Extracted material:
════════════════════

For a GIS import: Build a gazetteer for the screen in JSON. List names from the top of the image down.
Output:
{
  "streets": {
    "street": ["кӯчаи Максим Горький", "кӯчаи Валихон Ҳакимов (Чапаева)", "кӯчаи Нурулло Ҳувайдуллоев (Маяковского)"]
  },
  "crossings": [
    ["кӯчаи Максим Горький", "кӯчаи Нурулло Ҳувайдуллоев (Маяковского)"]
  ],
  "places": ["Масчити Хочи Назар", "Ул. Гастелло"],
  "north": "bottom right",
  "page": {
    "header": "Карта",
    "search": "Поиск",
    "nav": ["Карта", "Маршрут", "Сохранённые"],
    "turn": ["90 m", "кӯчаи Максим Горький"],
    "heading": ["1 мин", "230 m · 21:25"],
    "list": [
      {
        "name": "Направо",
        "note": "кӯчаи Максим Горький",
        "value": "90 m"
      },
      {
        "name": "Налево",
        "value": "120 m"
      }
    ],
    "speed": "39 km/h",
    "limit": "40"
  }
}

════════════════════

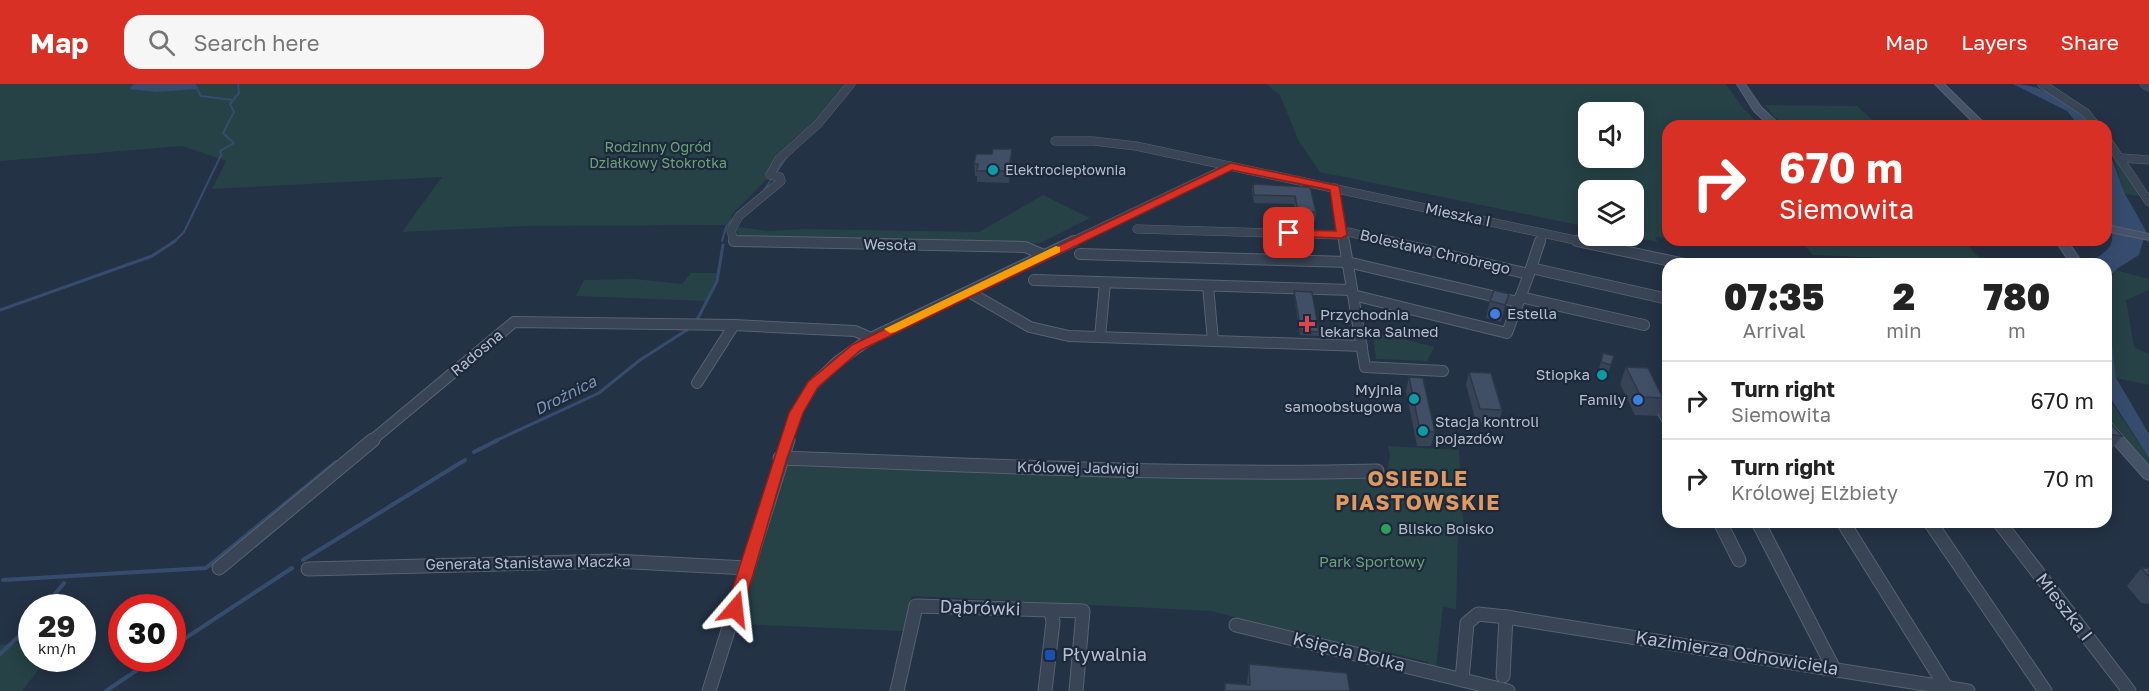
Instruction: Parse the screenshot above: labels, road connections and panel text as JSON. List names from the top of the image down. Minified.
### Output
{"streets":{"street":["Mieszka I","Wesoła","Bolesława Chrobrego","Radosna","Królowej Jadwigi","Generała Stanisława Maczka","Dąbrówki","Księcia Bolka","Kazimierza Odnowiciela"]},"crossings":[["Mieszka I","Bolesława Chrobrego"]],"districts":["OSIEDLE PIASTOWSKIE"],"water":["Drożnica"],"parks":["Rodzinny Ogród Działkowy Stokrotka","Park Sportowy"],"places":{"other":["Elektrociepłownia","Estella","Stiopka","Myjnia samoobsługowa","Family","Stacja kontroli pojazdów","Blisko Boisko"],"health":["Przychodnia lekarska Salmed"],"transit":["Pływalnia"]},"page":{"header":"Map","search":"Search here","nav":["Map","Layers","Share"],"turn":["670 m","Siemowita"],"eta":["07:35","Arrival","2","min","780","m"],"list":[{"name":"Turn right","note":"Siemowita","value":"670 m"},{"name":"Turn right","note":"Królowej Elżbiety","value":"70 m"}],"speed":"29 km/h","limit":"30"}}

════════════════════

Problem to work on:
Pull out every line in the data above that has the word "Горький".

Task response:
    "street": ["кӯчаи Максим Горький", "кӯчаи Валихон Ҳакимов (Чапаева)", "кӯчаи Нурулло Ҳувайдуллоев (Маяковского)"]
    ["кӯчаи Максим Горький", "кӯчаи Нурулло Ҳувайдуллоев (Маяковского)"]
    "turn": ["90 m", "кӯчаи Максим Горький"],
        "note": "кӯчаи Максим Горький",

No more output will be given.